TikTok, IG Reels, and YouTube don't depend on a social graph at all
> There is a distinct experience and ecosystem that arises from those types of sites that we all recognize, which didn't exist in the same way before the advent of social media sites. And it warrants discussion.
No that's the intellectual trap that allows you to use different standards to judge the two types of social networks. HN, Reddit, and Facebook all suffer from the same types of social problems. Bots, astroturfers, growth hackers, zealots who spread exaggerated or fake information to further their cause, conspiracy ideation reinforced by the network, etc. To classify these networks separately is to be blind to how similar they all are.

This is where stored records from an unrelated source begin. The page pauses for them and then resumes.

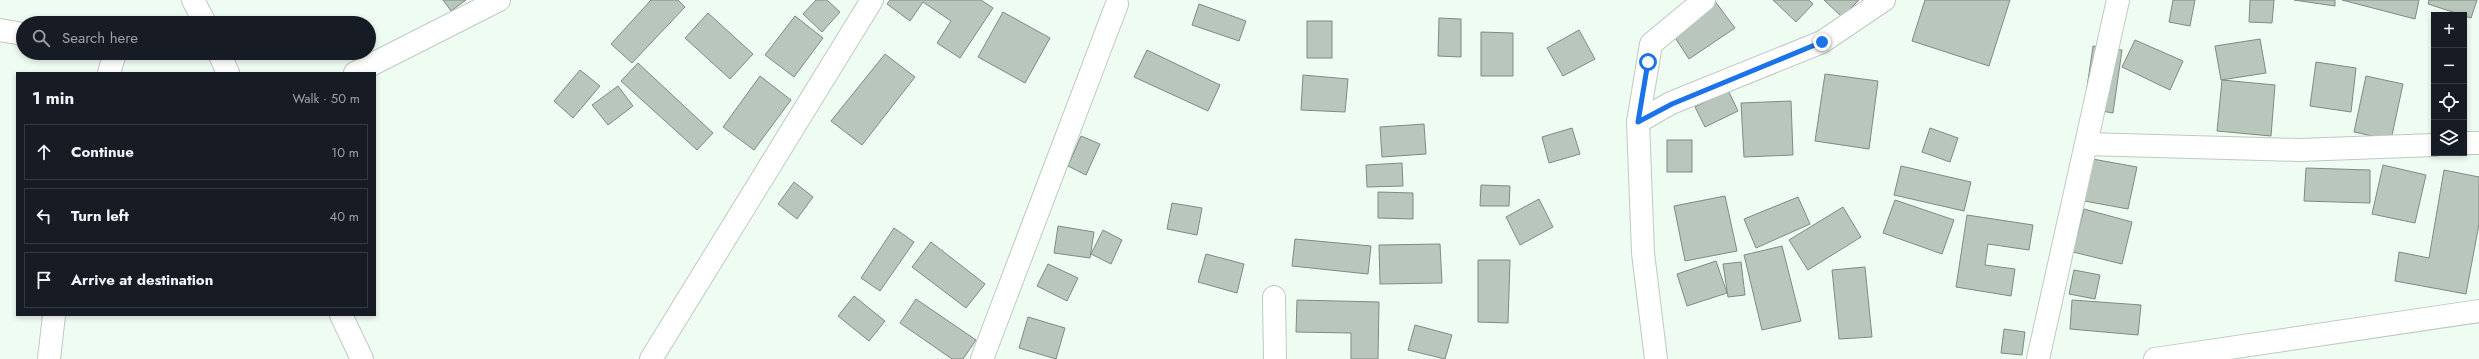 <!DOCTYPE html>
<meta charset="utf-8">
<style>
body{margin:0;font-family:Jost,sans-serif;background:#242831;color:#f1f3f6}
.controls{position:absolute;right:12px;top:12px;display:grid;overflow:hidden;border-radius:0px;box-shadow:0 2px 6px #0003}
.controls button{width:36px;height:36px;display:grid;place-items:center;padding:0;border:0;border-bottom:1px solid #363941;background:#171b24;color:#f1f3f6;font:20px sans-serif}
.stop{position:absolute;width:12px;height:12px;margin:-9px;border:3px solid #1a73e8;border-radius:50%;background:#fff}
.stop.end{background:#1a73e8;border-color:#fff;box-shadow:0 1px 4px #0008}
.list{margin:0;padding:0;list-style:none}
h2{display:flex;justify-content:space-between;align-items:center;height:52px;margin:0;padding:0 16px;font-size:17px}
h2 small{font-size:13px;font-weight:400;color:#9ea1a6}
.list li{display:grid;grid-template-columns:26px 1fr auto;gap:12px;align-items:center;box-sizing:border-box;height:56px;margin:0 8px 8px;padding:0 8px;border:1px solid #363941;border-radius:0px}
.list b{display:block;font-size:15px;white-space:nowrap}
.list em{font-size:13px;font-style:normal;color:#9ea1a6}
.icon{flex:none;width:22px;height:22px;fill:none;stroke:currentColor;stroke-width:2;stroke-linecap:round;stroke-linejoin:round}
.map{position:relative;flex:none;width:2479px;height:359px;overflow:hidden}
.search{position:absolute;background:#171b24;box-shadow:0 2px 6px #0003;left:16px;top:16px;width:360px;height:44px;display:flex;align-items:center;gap:10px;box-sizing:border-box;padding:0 14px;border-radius:22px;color:#9ea1a6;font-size:15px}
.panel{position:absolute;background:#171b24;box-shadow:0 2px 6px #0003;left:16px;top:72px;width:360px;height:244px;border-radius:0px}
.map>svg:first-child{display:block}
.building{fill:#b9c6bc;stroke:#7f8b81}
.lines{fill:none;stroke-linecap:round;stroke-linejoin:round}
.minor-casing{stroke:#becac0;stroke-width:24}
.minor{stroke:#fff;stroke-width:22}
.route{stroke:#1a73e8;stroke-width:5}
</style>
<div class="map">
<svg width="2479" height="359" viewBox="0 0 2479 359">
<rect width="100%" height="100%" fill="#effcf2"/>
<g class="building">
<polygon points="443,0 466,0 451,11"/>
<polygon points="651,0 678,0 685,7 632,63 611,44"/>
<polygon points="816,0 827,0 840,12 822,32 803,14"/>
<polygon points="890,0 981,0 993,8 960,58 937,43 951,21 923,2 910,21 887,4"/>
<polygon points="1714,0 1735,28 1689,59 1670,30"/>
<polygon points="1773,0 1809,0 1813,4 1796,22"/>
<polygon points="1824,0 1859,0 1842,17"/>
<polygon points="1925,0 2010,0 1989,66 1912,41"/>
<polygon points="2173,0 2195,0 2190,26 2169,22"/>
<polygon points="2250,0 2274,0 2272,23 2249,22"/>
<polygon points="2294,0 2335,0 2335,6"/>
<polygon points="2342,0 2419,0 2415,19"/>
<polygon points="2429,0 2477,0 2471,18 2428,4"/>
<polygon points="1199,4 1246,21 1239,41 1192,25"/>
<polygon points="1003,12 1050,38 1025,83 978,57"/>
<polygon points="708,13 753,54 730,79 685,38"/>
<polygon points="795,16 823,38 794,77 765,55"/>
<polygon points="1439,18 1461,19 1461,57 1438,56"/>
<rect x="1307" y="21" width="25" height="37"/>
<polygon points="1579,30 1595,59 1563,76 1547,48"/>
<polygon points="1481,32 1513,33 1513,76 1481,76"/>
<polygon points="2260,39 2266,73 2221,80 2215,46"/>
<polygon points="2135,40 2183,61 2170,90 2122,67"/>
<polygon points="2093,46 2122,50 2113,113 2084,108"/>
<polygon points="1147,50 1220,85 1208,111 1134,77"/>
<polygon points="885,54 915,77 862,145 831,121"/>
<polygon points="2316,62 2356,68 2351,112 2310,106"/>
<polygon points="638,63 713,133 697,150 621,81"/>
<polygon points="580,70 600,86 573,118 554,101"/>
<polygon points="1825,74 1878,81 1869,149 1815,141"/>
<polygon points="1303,75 1348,79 1345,112 1301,110"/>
<polygon points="760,76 791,100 754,150 723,127"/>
<polygon points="2366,76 2403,84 2391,140 2354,132"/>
<polygon points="2222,80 2275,85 2271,136 2217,131"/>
<polygon points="618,86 633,106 608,125 592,105"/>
<polygon points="1728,90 1738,111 1705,127 1695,107"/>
<polygon points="1791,101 1793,155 1744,157 1741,103"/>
<polygon points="1424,124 1426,154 1382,157 1380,127"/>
<polygon points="1572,128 1580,154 1549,163 1542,137"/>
<polygon points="1930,128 1958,138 1950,162 1922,152"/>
<polygon points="1081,136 1100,144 1086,175 1068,166"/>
<rect x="1667" y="140" width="25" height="32"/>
<polygon points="2087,158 2137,167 2128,209 2079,200"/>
<polygon points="1402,163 1403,186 1367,187 1366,165"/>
<polygon points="2383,165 2426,175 2415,223 2372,214"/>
<polygon points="1901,166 1971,182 1964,211 1894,195"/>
<polygon points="2306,168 2370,170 2370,203 2304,201"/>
<polygon points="2444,170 2479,177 2479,224 2466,294 2395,281 2399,252 2429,258"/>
<polygon points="794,182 813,197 797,219 778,204"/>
<polygon points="1481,185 1510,186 1509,206 1480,206"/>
<polygon points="1378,192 1413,193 1413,219 1378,218"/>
<polygon points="1725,196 1737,251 1685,261 1674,206"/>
<polygon points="1798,197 1810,224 1756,248 1744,219"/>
<polygon points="1539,199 1553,227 1520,245 1506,217"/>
<polygon points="1895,200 1954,220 1942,254 1883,233"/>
<polygon points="1172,203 1202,208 1197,235 1167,229"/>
<polygon points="1843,207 1861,237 1808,270 1789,240"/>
<polygon points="2084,209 2132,222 2122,264 2073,252"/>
<polygon points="1967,215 2033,225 2029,250 1988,244 1985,265 2015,269 2011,296 1956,287"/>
<polygon points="1058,226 1094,232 1090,258 1054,253"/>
<polygon points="894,228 914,242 880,291 861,278"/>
<polygon points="1103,230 1122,240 1111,264 1091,254"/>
<polygon points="1295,239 1371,246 1368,274 1292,266"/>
<polygon points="931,242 985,284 966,308 912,267"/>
<polygon points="1440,244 1442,283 1380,284 1379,245"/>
<polygon points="1782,246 1801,321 1762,330 1744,255"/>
<polygon points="1206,254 1244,264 1237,293 1198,282"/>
<polygon points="1478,260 1510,260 1508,323 1478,322"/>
<polygon points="1716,261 1727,293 1687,306 1677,274"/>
<polygon points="1741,262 1745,295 1728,297 1723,264"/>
<polygon points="1048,264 1078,278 1067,301 1037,286"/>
<polygon points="1865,267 1872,337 1839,339 1832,270"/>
<polygon points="2074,270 2100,275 2095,299 2069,294"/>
<polygon points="854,296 885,321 869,341 838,316"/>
<polygon points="916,299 976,340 963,359 952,359 900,323"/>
<polygon points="1297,300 1379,302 1378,359 1351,359 1351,333 1296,332"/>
<polygon points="2072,300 2141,305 2138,335 2070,329"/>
<polygon points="1028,317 1065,328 1056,359 1019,348"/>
<polygon points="1415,325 1452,335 1445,359 1408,350"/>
<polygon points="2004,329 2025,332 2022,355 2001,353"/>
</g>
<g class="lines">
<g class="minor-casing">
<g id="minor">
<polyline points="193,0 205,23"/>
<polyline points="0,30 23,34"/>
<polyline points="219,53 228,73"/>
<polyline points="109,73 115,53"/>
<polyline points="355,73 499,0"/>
<polyline points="1638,122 1671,103 1822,42 1884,0"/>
<polyline points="2464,143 2479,143"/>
<polyline points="2086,144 2300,150 2434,145"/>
<polyline points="1274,297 1275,359"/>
<polyline points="341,315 362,359"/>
<polyline points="49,359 54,315"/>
<polyline points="651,359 872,0"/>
<polyline points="982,359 1117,4"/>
<polyline points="1656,359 1643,253 1638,122 1651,44 1704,0"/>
<polyline points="2038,359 2118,0"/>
<polyline points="2155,359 2479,311"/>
</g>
</g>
<use href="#minor" class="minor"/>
</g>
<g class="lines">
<polyline class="route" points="1648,62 1638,122 1672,104 1822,42"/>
</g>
</svg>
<div class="controls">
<button>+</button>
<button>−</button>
<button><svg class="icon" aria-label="locate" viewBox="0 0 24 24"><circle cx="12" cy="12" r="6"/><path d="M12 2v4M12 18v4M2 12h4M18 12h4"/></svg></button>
<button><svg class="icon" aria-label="layers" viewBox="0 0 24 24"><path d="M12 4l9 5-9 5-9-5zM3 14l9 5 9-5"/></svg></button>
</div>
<div class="stop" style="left:1648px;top:62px"></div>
<div class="stop end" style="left:1822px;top:42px"></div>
<div class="search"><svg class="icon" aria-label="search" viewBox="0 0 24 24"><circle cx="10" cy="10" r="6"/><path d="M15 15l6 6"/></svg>Search here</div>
<section class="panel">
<h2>1 min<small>Walk · 50 m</small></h2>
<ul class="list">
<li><svg class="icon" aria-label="ahead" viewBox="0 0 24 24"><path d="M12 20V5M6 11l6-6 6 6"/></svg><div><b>Continue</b></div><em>10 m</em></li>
<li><svg class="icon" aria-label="left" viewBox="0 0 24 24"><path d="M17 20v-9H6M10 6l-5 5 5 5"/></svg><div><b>Turn left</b></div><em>40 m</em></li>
<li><svg class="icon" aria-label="arrive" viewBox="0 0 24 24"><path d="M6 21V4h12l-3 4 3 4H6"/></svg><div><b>Arrive at destination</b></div></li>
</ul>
</section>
</div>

The entire premise of these platforms is how many followers / subscribers you have. This controls how you interact with the algorithm and whether you get promoted, etc. They have incredibly complex and nuanced social graphs that govern everything that happens on those sites.
> No that's the intellectual trap that allows you to use different standards to judge the two types of social networks
Disagee. Meta-discussion of users at the platform scale, UIs that are so algorithmically tailored that I often can't find the same information as another user even if I wanted, and re-enforcement loops designed to alter the website to maximize engagement over all else are among the things that make these sites distinct. You're being obtuse because you have a foregone conclusion you want to reach. The social problems I'm discussing are unique to those platforms.
> Bots, astroturfers, growth hackers, zealots who spread exaggerated or fake information to further their cause, conspiracy ideation reinforced by the network, etc. To classify these networks separately is to be blind to how similar they all are.
The problems you listed here are possible by definition on every website that exists. None of these problems are what make a website social media or not. Hell, those problems exist in traditional broadcast media.